A new report indicates that American consumers are shouldering the majority of costs associated with U.S. tariffs, with an overwhelming 96% of the financial burden falling on them rather than foreign sellers. This finding comes from research conducted by Germany”s Kiel Institute for the World Economy, which analyzed trade patterns during a significant period of tariff increases.
The study examined nearly $4 trillion in international shipping data from early 2024 to late 2025, revealing how U.S. tariffs have transformed the landscape of global commerce. The analysis tracked the flow of goods, scrutinizing shipping records to determine the financial impacts on American buyers and businesses.
According to the researchers, the financial impact of increased tariffs primarily affected domestic households and import companies. The data showed that only about 4% of the additional costs were absorbed by foreign suppliers, who made minor price adjustments. The bulk of the increased expenses—96%—was passed on to American consumers, leading to higher prices for everyday goods.
As tariffs on imported goods rose, American importers faced escalating costs, which reverberated through the supply chain, ultimately reaching consumers at retail outlets. The study suggests that the financial pressure did not originate from foreign suppliers, but rather from domestic consumers and businesses that had to pay more due to these tariffs.
Julian Hinz, an economist involved in the research, expressed skepticism about previous assumptions regarding tariff burdens, emphasizing that American importers and households are the true bearers of the estimated $200 billion in tariff revenue collected over the past year. While some foreign suppliers made small price reductions, these were insufficient to offset the impact of U.S. tariffs.

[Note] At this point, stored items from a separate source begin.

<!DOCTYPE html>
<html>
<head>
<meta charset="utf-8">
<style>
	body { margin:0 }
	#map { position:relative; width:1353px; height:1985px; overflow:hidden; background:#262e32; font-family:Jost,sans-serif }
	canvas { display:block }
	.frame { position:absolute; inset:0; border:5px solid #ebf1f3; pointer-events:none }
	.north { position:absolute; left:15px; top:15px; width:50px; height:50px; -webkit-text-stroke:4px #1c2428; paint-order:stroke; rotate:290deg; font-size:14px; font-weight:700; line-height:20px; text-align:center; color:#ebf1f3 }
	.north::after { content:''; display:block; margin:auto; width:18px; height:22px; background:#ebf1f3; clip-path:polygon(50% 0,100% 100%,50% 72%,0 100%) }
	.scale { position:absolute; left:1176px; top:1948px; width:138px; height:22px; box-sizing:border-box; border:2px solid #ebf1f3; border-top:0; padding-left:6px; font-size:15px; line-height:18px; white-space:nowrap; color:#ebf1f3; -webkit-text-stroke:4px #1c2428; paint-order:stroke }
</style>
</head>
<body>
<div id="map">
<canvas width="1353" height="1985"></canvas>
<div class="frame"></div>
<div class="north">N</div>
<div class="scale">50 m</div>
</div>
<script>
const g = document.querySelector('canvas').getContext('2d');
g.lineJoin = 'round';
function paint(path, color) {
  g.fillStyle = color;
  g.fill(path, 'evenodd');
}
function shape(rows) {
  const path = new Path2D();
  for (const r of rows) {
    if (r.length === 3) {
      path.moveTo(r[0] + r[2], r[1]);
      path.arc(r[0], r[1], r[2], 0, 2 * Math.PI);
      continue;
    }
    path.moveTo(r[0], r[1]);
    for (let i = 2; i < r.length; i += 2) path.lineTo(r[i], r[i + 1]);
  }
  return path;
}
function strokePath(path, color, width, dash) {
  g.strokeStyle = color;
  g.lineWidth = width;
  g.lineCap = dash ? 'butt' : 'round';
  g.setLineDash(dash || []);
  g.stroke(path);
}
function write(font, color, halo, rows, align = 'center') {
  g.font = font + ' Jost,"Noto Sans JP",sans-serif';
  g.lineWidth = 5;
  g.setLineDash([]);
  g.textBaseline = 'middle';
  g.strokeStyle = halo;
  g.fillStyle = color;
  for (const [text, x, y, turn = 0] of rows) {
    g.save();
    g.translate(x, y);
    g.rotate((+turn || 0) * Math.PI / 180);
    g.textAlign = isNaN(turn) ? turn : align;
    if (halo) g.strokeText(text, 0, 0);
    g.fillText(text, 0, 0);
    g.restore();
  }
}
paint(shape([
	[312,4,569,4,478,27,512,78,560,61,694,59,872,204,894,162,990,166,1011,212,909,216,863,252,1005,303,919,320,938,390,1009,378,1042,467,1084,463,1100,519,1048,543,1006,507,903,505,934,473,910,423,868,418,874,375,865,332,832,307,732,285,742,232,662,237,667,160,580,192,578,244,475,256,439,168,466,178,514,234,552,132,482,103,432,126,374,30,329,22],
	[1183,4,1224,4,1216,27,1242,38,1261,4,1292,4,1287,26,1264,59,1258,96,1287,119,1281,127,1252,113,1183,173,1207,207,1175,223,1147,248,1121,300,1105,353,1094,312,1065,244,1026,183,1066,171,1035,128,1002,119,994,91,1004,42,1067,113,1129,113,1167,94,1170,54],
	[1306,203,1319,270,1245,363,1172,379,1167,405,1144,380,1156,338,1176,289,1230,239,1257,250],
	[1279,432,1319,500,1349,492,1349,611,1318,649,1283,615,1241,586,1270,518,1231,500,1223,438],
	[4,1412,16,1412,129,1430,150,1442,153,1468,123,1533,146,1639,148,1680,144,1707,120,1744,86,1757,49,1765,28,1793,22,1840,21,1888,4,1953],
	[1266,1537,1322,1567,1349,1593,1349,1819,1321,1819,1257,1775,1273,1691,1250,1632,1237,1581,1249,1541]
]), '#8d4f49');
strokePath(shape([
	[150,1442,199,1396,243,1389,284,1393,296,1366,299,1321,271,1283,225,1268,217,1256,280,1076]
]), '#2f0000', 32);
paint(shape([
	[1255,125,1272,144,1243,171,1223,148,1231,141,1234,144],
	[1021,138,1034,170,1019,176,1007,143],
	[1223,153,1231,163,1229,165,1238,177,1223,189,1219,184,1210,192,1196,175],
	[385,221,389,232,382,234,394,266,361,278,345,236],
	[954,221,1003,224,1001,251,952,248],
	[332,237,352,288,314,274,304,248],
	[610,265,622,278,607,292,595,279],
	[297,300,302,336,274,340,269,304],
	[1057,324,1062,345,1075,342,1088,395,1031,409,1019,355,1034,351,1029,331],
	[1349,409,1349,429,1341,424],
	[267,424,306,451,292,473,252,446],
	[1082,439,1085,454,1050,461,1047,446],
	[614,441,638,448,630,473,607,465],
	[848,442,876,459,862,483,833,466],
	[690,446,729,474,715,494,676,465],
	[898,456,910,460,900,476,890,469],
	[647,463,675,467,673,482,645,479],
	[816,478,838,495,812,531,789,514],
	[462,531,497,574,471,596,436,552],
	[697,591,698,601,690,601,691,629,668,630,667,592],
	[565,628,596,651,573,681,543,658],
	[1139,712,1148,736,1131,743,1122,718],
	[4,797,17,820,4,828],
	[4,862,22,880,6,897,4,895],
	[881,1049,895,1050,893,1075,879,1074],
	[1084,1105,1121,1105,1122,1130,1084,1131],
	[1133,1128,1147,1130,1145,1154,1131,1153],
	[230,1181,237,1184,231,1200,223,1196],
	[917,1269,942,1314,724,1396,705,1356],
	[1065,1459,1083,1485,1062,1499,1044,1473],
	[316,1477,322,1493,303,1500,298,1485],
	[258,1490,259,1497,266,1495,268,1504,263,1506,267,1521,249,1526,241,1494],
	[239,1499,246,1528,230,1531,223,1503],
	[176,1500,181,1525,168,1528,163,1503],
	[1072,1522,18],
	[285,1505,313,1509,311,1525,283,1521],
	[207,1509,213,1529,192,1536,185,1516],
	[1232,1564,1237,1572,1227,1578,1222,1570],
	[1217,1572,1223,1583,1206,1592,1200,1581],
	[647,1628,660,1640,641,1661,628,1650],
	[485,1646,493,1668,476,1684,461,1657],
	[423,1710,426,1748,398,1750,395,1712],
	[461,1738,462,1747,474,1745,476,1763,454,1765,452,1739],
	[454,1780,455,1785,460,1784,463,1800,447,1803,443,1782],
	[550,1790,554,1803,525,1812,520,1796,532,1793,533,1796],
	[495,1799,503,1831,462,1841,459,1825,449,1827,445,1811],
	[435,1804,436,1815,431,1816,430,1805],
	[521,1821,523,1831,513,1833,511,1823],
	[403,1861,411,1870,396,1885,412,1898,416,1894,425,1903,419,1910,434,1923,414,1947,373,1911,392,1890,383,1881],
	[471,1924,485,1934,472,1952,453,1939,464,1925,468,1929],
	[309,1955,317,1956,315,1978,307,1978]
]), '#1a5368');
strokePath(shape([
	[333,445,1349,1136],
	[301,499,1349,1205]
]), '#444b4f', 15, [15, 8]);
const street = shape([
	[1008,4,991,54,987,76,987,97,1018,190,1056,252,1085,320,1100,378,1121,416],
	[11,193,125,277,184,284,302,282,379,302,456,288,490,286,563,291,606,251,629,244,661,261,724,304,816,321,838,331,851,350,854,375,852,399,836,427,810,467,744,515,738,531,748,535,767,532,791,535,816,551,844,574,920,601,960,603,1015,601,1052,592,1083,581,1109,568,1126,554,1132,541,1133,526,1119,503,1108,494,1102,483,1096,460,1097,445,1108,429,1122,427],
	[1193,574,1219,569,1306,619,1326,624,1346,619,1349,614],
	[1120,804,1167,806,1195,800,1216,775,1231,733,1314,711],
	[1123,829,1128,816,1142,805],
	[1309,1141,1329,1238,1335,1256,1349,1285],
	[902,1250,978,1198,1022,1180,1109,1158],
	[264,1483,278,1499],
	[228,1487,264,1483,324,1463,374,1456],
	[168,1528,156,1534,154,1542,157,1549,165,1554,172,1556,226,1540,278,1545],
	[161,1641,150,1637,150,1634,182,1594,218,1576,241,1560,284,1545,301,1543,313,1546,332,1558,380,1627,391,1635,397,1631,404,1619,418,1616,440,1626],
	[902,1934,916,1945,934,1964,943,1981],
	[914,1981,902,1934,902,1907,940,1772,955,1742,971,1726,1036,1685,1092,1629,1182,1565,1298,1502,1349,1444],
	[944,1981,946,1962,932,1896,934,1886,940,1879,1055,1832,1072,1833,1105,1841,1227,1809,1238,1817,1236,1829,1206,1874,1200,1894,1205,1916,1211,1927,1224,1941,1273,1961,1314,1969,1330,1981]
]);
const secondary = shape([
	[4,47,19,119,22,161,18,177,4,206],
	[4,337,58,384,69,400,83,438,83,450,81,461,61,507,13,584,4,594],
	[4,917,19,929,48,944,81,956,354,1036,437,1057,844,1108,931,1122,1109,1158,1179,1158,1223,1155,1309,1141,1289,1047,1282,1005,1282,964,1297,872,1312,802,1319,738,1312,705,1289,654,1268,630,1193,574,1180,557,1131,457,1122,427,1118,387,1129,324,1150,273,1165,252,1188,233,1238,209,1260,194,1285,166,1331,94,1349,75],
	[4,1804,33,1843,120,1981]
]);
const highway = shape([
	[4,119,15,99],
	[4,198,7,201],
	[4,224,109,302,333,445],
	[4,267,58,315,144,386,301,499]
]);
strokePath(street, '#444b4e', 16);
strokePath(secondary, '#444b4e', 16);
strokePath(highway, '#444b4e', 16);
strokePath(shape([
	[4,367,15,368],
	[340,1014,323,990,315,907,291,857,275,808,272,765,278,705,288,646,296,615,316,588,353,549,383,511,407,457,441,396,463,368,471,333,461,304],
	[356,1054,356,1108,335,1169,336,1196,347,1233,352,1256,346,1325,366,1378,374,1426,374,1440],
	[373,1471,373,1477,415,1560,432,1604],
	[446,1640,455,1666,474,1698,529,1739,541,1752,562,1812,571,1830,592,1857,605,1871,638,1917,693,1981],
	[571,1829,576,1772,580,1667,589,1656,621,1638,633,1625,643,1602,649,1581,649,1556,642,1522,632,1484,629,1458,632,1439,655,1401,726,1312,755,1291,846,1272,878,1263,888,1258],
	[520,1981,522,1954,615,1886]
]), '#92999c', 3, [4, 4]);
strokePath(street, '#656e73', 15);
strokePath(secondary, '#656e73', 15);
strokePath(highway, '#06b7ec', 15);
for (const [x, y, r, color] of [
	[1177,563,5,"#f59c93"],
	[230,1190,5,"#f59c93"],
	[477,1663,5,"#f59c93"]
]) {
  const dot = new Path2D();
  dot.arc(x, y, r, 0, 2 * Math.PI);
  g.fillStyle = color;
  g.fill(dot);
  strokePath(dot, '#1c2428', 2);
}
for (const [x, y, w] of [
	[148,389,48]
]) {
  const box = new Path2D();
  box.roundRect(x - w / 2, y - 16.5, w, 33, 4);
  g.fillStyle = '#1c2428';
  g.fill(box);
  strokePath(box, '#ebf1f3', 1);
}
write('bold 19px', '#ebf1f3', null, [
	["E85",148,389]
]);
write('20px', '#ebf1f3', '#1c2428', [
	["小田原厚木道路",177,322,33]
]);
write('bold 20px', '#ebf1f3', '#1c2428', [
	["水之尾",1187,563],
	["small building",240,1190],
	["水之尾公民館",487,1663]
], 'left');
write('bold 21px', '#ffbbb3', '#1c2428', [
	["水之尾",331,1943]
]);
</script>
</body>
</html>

Interestingly, the study also noted a significant reduction in the volume of goods imported from countries like India, where suppliers opted to maintain prices instead of lowering them in response to tariffs. Shipments from India dropped between 18% to 24%, indicating that foreign sellers preferred to reduce exports rather than compromise their profit margins.
This strategy reflects a broader trend among international suppliers, who opted to retain pricing in the face of heightened duties rather than engage in aggressive price-cutting. As a result, while fewer goods entered the U.S. market, those that did remained at elevated prices, further straining American consumers.
The report underscores the complexities of international trade and the implications of tariff policies on domestic economies. It highlights the need for American consumers to be aware of how these economic measures can affect their purchasing power and overall financial health.